Items listed in a dataset:
———
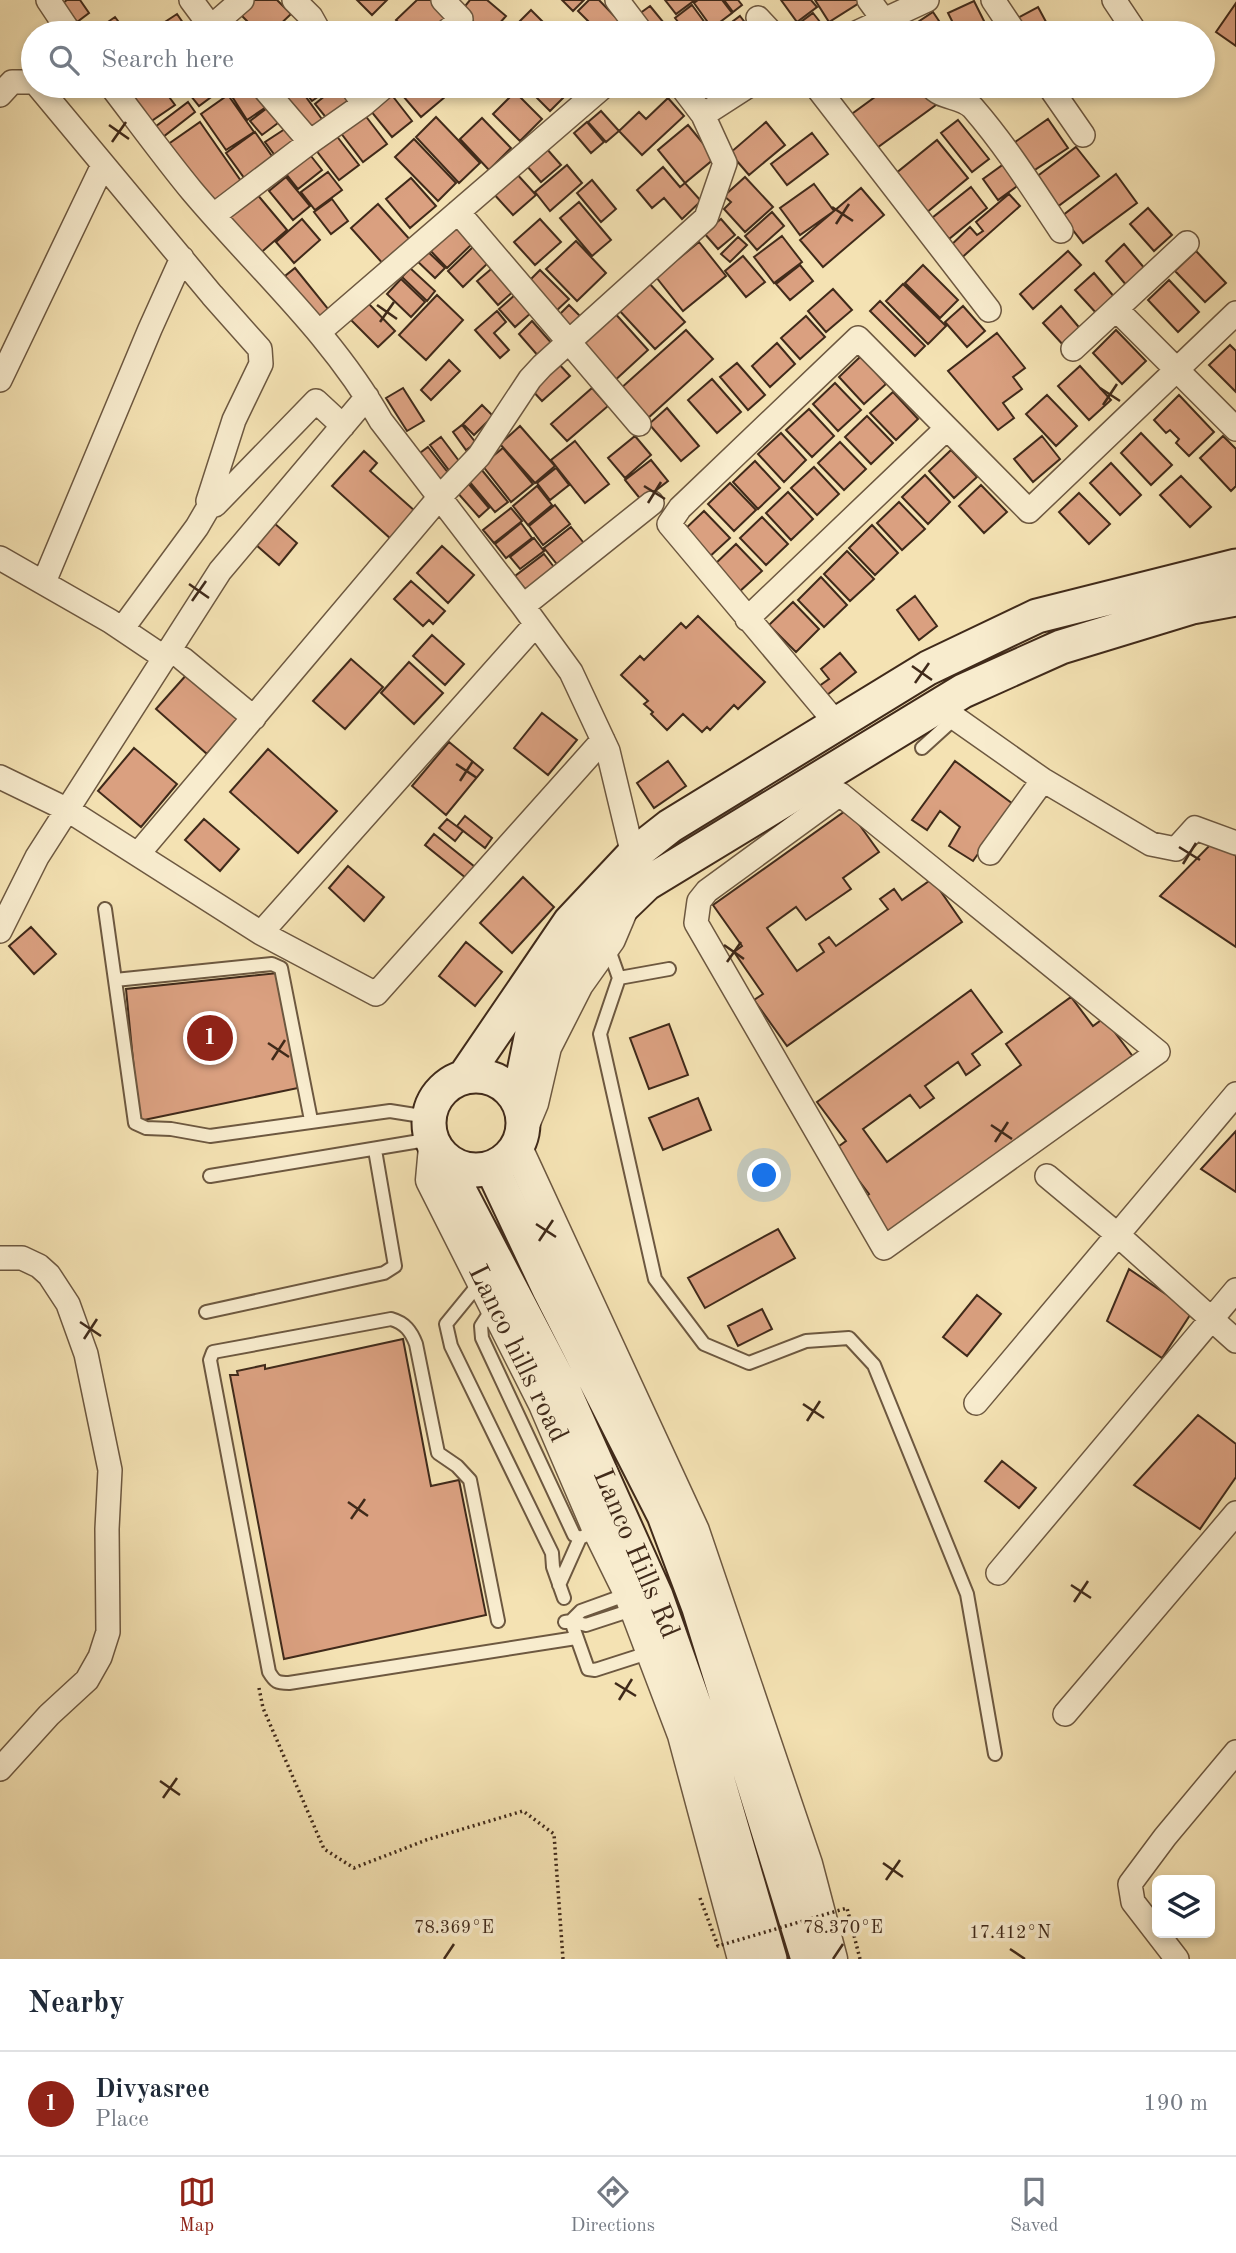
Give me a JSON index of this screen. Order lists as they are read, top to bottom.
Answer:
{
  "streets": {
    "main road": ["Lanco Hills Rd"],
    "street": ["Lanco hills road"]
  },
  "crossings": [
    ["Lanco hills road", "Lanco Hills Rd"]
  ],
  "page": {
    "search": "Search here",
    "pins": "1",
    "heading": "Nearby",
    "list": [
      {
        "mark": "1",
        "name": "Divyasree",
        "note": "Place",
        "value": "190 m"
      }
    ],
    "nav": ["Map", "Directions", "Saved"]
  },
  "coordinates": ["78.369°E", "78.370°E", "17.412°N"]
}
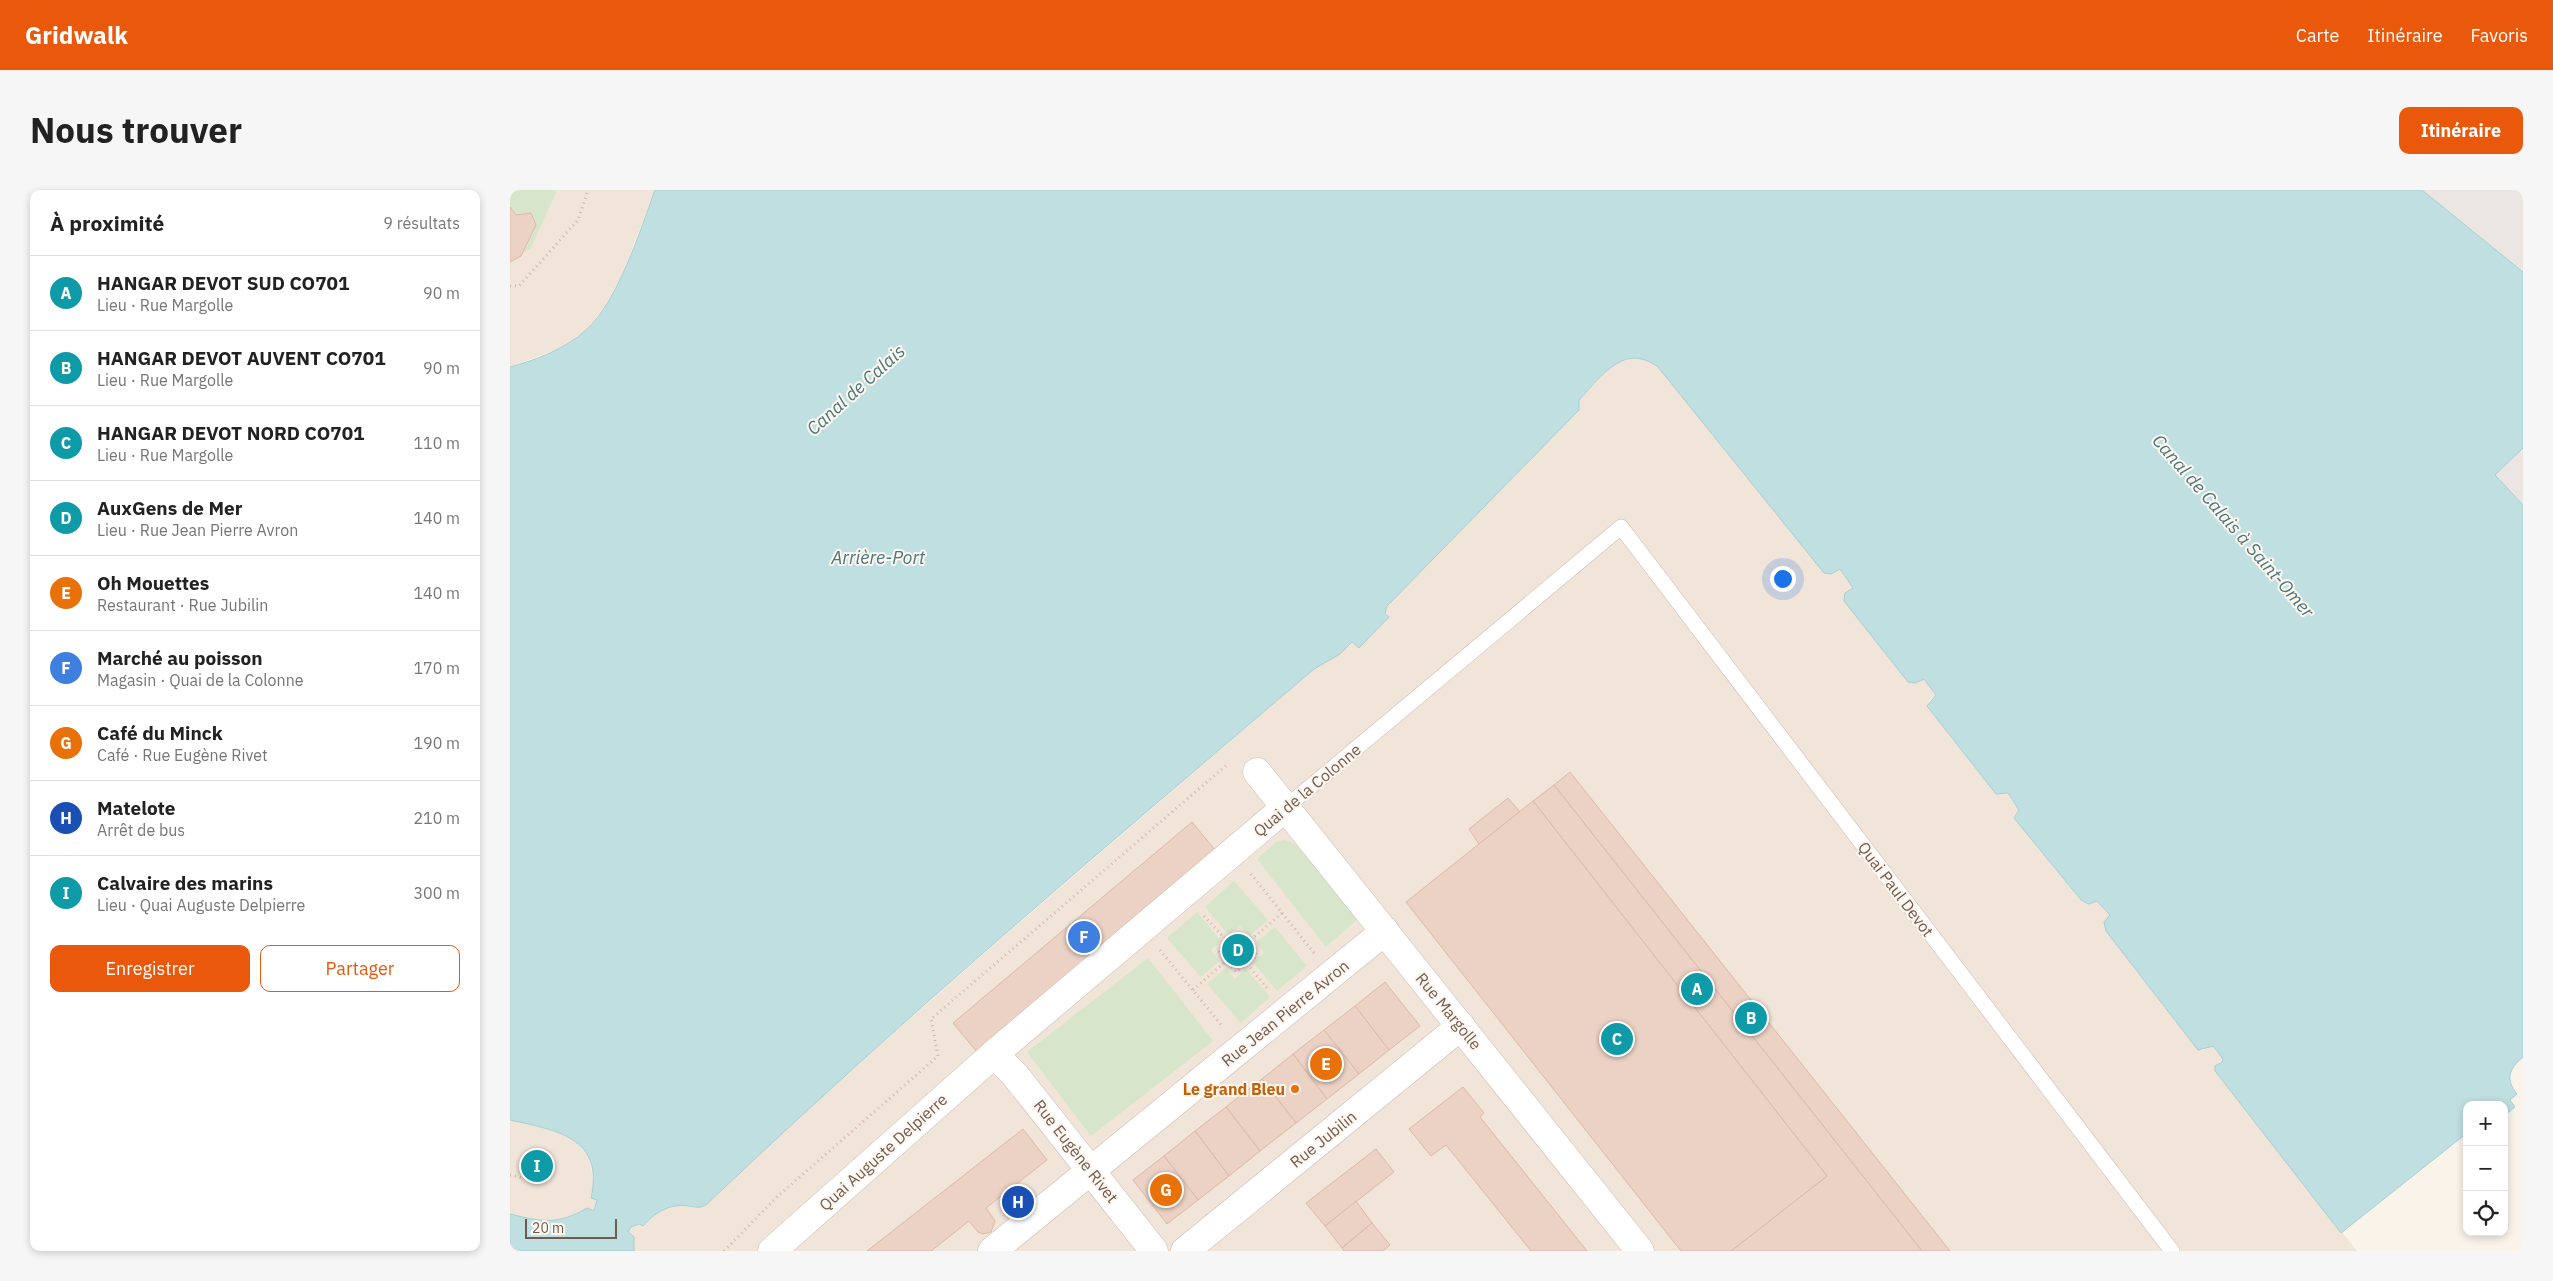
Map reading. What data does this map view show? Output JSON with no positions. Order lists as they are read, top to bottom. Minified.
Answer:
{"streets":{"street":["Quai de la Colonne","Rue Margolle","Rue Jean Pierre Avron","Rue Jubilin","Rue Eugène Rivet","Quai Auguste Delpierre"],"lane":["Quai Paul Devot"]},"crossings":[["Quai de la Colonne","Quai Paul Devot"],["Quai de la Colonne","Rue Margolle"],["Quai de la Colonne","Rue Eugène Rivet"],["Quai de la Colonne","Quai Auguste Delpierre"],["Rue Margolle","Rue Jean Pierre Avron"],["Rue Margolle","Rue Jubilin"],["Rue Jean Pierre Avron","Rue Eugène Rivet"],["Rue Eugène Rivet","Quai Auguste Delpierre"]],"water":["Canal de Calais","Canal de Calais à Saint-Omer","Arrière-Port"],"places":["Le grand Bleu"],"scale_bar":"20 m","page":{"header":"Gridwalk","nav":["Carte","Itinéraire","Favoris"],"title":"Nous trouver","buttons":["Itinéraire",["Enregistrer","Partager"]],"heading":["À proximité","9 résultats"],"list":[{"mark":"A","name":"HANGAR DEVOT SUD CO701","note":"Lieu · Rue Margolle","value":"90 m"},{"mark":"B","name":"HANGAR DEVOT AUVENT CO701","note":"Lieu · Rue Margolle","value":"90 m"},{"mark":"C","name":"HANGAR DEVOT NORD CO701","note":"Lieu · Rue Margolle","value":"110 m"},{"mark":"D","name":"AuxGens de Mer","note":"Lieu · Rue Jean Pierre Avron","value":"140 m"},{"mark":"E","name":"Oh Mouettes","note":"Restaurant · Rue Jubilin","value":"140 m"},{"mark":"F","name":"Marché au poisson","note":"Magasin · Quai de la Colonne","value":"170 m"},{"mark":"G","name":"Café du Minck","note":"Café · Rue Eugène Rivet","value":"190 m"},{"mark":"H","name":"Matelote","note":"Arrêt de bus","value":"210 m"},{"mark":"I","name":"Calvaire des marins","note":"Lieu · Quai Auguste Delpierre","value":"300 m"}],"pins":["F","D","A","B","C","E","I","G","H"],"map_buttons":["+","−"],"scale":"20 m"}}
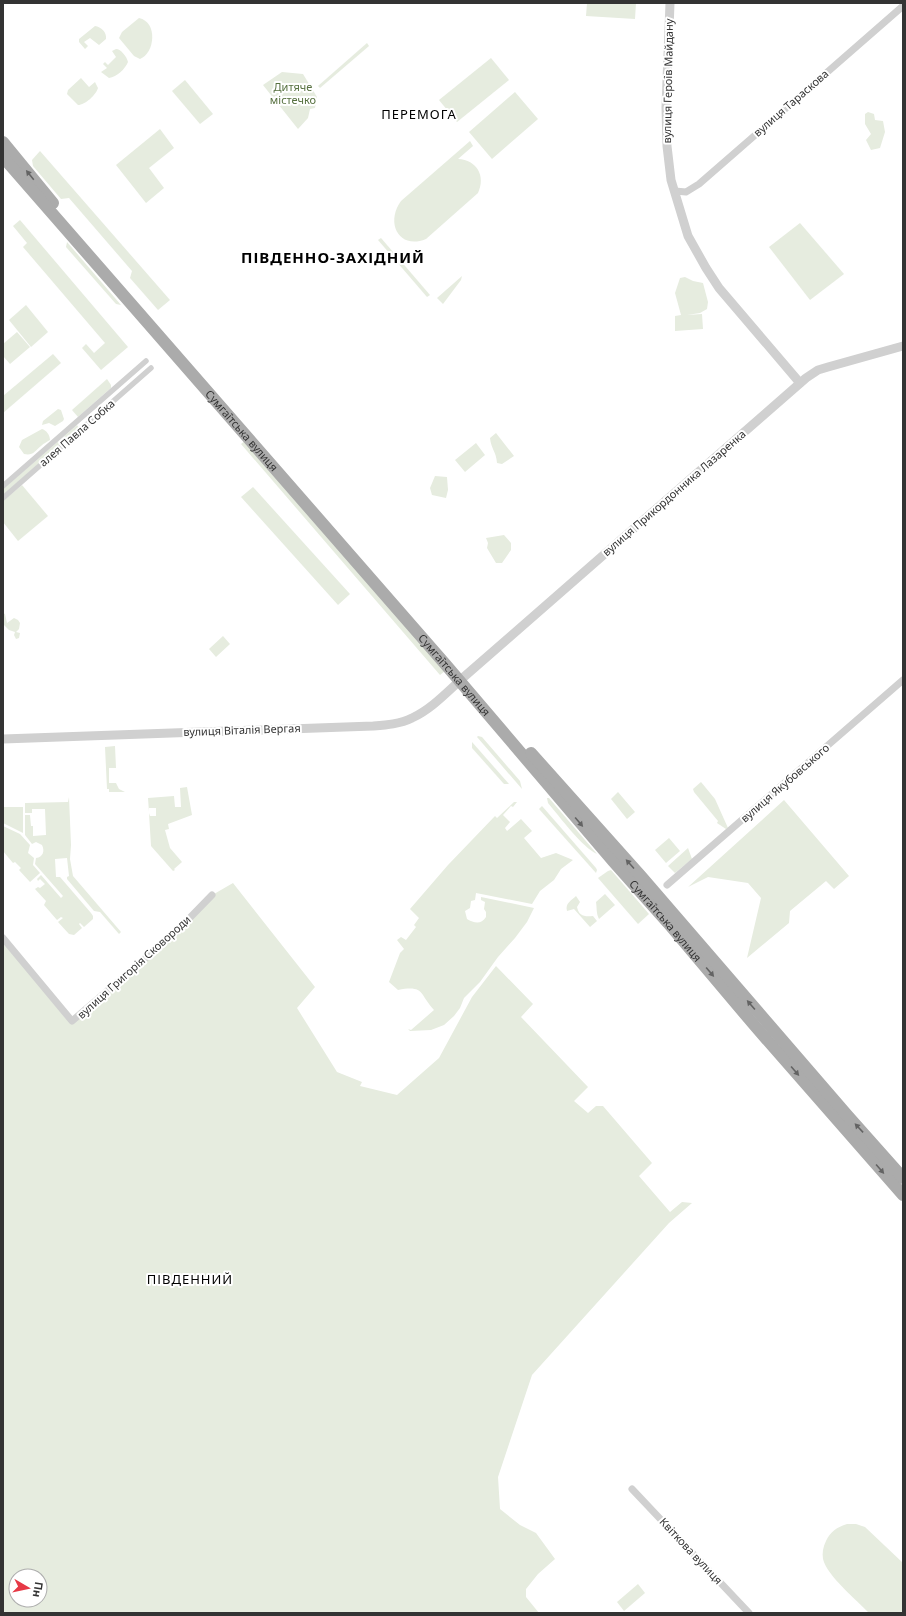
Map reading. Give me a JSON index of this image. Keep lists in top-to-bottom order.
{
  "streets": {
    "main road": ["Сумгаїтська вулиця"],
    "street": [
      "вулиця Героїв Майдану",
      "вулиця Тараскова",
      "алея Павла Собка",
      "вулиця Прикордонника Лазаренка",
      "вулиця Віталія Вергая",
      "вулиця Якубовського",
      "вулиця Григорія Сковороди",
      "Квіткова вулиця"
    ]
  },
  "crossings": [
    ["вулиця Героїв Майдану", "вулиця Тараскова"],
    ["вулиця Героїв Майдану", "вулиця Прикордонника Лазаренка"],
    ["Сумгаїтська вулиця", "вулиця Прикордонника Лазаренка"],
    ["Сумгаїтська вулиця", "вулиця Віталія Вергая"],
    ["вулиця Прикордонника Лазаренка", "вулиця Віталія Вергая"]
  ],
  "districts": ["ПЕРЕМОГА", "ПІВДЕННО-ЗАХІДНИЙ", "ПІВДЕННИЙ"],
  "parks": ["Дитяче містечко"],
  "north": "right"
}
———
Work required: Quote only what lies between the first line of the records and the line containing "Map reading. What", please, including both lines and excluding images.

Solution to this exercise:
Give me a JSON index of this screen. Order lists as they are read, top to bottom.
Answer:
{
  "streets": {
    "main road": ["Lanco Hills Rd"],
    "street": ["Lanco hills road"]
  },
  "crossings": [
    ["Lanco hills road", "Lanco Hills Rd"]
  ],
  "page": {
    "search": "Search here",
    "pins": "1",
    "heading": "Nearby",
    "list": [
      {
        "mark": "1",
        "name": "Divyasree",
        "note": "Place",
        "value": "190 m"
      }
    ],
    "nav": ["Map", "Directions", "Saved"]
  },
  "coordinates": ["78.369°E", "78.370°E", "17.412°N"]
}
Map reading. What data does this map view show? Output JSON with no positions. Order lists as they are read, top to bottom. Minified.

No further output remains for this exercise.